EDITORIAL
A reader recently provided me a screen shot from a statistics report from a forwarding company that they work with showing a very detailed accounting of their assignments, recoveries, etc. Part of the report showed the forwarding companies average repossession recovery rates for the state of Georgia. 10.8%?!?
Now, I come from the repo industry way back and the bulk of my career was in lending and collections for a large west coast credit union who did direct assignments. Our average repossession recovery rate was 40-60% with a 5 day average recovery.
According to the provided screen shot, this forwarder’s agencies only recover 10.8% average YTD and, have a 10 day average time to recovery.

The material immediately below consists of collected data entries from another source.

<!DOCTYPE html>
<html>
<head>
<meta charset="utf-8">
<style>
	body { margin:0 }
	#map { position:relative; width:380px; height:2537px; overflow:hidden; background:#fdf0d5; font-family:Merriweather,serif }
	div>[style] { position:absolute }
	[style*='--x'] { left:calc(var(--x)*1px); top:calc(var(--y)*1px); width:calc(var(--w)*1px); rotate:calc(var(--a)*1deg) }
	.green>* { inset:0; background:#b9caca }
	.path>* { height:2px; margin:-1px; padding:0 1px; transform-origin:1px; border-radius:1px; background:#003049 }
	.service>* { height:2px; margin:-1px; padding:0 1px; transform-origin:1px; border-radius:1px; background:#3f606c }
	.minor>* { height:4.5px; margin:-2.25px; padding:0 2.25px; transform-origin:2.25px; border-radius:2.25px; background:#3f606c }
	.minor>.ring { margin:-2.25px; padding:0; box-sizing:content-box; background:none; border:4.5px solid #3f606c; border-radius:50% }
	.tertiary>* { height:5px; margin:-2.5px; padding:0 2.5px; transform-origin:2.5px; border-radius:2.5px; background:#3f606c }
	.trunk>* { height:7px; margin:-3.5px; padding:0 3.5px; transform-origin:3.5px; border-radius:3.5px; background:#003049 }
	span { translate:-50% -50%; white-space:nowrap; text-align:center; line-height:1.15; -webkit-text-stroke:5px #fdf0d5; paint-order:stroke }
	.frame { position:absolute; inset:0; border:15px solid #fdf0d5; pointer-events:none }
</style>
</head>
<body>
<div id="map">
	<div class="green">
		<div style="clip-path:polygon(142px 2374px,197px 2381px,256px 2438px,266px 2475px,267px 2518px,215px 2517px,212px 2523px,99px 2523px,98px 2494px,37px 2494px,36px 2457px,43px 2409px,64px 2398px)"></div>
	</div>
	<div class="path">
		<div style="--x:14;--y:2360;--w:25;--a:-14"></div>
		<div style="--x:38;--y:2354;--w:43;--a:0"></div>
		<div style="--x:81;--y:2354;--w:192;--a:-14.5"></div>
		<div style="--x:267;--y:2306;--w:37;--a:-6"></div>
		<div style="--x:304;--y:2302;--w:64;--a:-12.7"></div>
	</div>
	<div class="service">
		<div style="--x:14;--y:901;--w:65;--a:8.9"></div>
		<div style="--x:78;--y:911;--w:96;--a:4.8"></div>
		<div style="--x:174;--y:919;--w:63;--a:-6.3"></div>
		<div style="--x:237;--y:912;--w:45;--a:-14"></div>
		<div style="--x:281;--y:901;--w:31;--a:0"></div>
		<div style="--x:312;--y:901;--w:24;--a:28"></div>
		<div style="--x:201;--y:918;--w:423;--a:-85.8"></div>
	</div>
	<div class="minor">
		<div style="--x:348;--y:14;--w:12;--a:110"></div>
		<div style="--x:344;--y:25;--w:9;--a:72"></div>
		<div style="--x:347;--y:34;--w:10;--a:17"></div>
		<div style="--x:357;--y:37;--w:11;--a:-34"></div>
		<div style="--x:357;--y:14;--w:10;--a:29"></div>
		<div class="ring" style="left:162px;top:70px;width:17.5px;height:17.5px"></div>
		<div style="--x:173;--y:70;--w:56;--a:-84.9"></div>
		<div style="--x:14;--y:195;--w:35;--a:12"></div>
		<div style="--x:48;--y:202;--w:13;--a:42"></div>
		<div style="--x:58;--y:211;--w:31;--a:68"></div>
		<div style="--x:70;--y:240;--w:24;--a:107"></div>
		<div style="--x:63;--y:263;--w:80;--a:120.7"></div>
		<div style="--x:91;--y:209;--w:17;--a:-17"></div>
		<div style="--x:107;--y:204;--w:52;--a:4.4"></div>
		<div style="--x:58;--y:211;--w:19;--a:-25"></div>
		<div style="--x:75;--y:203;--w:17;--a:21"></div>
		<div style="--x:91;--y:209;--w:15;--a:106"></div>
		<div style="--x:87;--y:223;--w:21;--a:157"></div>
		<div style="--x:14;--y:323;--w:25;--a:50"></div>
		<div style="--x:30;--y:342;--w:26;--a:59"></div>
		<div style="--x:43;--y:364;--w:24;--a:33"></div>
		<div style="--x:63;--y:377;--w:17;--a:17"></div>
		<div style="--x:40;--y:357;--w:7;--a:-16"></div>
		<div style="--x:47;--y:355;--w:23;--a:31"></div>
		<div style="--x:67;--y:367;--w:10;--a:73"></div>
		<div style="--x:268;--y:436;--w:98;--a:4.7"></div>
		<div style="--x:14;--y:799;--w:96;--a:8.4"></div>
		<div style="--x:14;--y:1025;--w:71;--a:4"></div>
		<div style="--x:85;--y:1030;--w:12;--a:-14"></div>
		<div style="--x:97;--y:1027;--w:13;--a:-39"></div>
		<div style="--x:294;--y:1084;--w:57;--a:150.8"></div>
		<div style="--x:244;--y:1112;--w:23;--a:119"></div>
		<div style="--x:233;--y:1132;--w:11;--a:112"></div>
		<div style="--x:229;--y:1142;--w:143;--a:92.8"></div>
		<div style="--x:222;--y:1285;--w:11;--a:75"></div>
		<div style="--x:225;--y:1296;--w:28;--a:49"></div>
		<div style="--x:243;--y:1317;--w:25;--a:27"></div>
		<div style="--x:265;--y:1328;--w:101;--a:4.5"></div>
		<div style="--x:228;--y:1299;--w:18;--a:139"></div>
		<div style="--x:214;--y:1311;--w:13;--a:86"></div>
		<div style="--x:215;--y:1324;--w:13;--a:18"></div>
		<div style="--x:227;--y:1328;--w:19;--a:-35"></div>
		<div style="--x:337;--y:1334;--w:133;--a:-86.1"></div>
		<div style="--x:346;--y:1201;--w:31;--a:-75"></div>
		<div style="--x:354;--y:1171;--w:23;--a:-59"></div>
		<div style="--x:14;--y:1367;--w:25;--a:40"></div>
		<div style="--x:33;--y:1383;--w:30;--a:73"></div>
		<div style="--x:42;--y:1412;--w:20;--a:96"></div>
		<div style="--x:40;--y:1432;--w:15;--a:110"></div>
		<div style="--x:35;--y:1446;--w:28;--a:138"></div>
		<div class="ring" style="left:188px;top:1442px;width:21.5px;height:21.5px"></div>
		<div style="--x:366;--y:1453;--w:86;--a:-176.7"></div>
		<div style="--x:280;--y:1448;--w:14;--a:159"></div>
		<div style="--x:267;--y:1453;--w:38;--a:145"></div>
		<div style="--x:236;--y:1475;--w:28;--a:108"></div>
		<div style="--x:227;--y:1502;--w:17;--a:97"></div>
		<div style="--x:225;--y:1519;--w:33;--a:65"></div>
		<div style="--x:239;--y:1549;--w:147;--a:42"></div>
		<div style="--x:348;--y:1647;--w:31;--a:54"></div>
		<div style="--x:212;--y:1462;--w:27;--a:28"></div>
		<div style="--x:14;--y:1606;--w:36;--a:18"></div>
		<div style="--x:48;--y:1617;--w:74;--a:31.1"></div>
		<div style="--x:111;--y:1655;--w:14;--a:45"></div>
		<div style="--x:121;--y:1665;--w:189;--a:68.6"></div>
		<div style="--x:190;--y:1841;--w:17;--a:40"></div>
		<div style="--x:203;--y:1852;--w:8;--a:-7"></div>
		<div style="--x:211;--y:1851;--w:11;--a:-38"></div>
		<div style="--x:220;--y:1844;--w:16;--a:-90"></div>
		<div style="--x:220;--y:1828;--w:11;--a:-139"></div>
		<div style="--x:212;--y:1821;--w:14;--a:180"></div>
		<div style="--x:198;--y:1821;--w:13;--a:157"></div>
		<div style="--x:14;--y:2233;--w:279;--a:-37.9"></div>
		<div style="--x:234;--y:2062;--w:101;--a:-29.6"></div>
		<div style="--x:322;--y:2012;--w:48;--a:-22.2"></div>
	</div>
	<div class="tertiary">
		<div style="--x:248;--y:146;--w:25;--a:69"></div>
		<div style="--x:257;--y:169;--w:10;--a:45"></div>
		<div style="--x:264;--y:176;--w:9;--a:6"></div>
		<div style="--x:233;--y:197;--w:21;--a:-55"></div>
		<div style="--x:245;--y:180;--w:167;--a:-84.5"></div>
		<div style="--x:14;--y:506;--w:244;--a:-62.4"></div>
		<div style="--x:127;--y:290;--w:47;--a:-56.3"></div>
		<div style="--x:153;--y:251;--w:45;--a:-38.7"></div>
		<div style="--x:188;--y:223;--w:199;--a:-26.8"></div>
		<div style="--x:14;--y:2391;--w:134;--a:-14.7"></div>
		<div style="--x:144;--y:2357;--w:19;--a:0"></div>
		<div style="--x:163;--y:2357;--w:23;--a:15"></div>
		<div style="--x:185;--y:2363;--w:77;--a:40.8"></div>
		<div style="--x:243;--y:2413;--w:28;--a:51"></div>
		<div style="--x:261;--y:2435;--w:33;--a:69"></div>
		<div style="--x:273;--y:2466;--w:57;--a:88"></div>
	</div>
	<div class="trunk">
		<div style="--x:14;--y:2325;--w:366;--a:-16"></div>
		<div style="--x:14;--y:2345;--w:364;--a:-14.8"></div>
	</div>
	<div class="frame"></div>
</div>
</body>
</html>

How sad.
To boot, the agent looked up the list of repossession agencies that the forwarder is employing and found that they had 33 agencies covering the state of Georgia in 2018. This is up from the 17 they had in 2017. Where did these agencies come from? Sure some legitimate agencies may have signed on with them since 2017, but I’m sure several have closed or quit working this sub-performing paper. So where did they acquire 16 new agencies?

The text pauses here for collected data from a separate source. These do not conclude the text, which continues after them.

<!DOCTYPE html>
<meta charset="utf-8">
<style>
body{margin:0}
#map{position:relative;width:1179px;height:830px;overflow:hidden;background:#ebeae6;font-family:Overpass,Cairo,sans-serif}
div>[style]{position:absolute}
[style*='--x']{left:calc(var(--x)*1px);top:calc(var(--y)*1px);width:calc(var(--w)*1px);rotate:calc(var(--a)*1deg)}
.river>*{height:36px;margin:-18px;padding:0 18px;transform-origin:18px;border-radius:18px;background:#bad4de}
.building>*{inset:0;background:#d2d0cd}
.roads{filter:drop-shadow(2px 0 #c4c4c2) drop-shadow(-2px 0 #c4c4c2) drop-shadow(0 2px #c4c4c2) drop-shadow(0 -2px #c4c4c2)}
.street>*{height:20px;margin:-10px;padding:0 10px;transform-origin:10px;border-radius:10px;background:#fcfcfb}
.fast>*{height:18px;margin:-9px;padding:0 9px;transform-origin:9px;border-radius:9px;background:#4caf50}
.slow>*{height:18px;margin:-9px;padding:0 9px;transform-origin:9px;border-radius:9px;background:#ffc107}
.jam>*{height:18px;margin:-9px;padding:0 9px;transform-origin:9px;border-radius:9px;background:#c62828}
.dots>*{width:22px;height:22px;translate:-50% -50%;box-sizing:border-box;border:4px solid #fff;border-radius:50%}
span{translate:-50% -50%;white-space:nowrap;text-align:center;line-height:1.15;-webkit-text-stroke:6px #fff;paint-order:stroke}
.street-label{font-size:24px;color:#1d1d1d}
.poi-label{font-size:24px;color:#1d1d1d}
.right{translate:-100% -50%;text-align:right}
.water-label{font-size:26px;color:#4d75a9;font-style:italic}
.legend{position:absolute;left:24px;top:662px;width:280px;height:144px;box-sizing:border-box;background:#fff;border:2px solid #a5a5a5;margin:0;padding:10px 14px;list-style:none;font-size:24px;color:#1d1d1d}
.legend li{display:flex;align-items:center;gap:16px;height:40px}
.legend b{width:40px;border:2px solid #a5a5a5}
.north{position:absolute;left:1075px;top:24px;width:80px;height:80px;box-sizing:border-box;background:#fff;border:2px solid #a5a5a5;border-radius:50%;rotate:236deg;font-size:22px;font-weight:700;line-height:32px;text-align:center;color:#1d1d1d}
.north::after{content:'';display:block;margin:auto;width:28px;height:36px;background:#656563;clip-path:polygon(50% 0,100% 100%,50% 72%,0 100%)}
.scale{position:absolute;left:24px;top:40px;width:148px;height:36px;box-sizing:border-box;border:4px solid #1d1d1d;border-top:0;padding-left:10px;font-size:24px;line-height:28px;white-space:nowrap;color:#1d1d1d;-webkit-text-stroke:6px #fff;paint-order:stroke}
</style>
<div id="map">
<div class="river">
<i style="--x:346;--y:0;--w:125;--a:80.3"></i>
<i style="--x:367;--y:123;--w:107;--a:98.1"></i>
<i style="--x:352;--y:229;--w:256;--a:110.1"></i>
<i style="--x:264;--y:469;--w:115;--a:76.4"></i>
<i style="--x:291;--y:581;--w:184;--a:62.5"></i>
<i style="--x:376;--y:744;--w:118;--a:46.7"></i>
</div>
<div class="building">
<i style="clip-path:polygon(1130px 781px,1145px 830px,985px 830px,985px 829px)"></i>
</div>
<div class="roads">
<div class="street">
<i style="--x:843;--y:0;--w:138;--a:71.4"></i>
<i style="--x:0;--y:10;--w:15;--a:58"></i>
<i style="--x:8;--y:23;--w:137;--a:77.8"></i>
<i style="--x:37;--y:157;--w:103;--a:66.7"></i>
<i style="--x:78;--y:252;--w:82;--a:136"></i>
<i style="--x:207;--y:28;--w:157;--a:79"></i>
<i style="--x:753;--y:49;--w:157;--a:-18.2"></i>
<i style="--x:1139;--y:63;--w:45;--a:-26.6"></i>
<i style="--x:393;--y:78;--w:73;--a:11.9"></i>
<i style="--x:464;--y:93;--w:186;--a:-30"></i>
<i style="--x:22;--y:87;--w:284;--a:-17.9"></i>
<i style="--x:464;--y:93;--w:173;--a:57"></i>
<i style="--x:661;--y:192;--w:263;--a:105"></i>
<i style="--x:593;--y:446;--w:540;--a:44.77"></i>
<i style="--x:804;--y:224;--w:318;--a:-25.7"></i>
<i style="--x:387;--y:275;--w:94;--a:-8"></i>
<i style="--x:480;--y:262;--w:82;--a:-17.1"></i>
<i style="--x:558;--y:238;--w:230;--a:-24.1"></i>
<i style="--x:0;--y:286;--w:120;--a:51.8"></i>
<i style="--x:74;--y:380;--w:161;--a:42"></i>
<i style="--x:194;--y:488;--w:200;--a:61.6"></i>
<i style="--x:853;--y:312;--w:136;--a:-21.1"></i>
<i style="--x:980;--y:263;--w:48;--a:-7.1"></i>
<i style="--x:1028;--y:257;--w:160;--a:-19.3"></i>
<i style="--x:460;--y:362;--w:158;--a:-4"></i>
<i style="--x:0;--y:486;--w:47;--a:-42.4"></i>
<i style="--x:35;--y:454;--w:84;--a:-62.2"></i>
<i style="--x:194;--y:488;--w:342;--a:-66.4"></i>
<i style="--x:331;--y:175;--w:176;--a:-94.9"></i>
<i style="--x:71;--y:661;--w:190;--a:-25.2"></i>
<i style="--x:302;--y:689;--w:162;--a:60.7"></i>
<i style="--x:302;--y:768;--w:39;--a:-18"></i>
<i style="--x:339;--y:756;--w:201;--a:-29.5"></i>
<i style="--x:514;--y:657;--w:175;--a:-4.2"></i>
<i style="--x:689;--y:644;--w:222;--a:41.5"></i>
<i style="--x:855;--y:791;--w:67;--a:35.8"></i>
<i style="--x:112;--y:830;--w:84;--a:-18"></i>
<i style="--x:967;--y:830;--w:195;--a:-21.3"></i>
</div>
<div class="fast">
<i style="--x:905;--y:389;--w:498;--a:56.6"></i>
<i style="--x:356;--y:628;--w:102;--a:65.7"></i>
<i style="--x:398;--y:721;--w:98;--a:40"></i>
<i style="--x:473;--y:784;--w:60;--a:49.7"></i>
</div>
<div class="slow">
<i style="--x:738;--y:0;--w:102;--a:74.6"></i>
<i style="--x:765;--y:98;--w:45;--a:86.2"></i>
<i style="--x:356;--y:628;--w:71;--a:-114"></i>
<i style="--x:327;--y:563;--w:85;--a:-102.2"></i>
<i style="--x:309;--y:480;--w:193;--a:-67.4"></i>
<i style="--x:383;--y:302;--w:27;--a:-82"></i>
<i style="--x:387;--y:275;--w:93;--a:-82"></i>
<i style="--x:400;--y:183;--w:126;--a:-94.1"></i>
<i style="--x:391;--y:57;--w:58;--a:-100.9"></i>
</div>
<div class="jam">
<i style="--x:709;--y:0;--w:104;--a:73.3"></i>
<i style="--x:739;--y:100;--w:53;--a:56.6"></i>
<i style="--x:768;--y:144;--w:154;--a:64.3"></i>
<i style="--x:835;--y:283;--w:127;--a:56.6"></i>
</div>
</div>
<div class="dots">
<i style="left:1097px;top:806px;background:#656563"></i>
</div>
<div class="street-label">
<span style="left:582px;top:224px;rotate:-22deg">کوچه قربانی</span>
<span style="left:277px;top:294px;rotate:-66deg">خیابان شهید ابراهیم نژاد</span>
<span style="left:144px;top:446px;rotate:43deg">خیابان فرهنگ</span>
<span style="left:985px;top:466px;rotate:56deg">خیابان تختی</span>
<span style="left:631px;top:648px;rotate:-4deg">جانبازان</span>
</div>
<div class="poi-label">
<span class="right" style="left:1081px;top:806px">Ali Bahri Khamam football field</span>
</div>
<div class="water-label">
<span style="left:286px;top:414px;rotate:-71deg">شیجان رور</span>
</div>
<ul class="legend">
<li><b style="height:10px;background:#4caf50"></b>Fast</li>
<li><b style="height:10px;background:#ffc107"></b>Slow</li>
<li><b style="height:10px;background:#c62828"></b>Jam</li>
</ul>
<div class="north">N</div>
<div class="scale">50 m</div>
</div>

I imagine the forwarder is employing low level tow companies, body shops and every swinging Richard with a sling boom and an attitude just to keep their accounts covered. What a sorry state of affairs.
As a lender, I would be looking at my vendors very closely with poor recovery rates like these and would very likely be looking for new solutions. As a collector, I would be frustrated by the slow repossession turn times.
As a repossessor accepting a mere $300 per repo with a mere 10.8% repo rate, I would have serious questions about the value of spinning wheels on my trucks, burning fuel and wasting man hours on assignment quality so poor. In my day, a client with a recovery rate of less than 20% would be questionable and at $300 per, even in 1996, I would likely cut them off or simply put them on a “2 run and done” list.
Considering that $300 is the end of the line in fees, unless the agency is lucky enough to get delivery fees that are actually worth the time, what is the net profit on this relationship? When did these become reasonable to anyone?
I suppose the quality of the assignments is the root cause of this. Delinquency aging could be a culprit and how many agencies have worked it could be another. Either way, why would any self-respecting repossession agency owner put up with this. Volume? What kind of volume is that? It’s like Hamburger Helper. Imitation meat or, imitation assignments to supplement better performing clients.
I am constantly amazed at how much technology has improved data quality and communications all around us. From this, efficiencies are improved all the time. Why is it that in the repossession industry, technology and efficiencies intended to improve service levels and profitability only seems to make things worse?
I suppose the answer to that can be found by following the paper trails of who is really making a real profit in the industry. It certainly isn’t the agent in the field or the repossession company. Sad.